Goal of the exercise. Every word of the listing must be returned. Retype it exactly.

Record set.
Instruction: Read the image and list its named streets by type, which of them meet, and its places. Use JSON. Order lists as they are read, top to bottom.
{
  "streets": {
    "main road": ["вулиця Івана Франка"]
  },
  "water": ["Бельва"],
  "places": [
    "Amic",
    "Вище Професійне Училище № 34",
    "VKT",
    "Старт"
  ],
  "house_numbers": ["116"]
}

Solution below.
Instruction: Read the image and list its named streets by type, which of them meet, and its places. Use JSON. Order lists as they are read, top to bottom.
{
  "streets": {
    "main road": ["вулиця Івана Франка"]
  },
  "water": ["Бельва"],
  "places": [
    "Amic",
    "Вище Професійне Училище № 34",
    "VKT",
    "Старт"
  ],
  "house_numbers": ["116"]
}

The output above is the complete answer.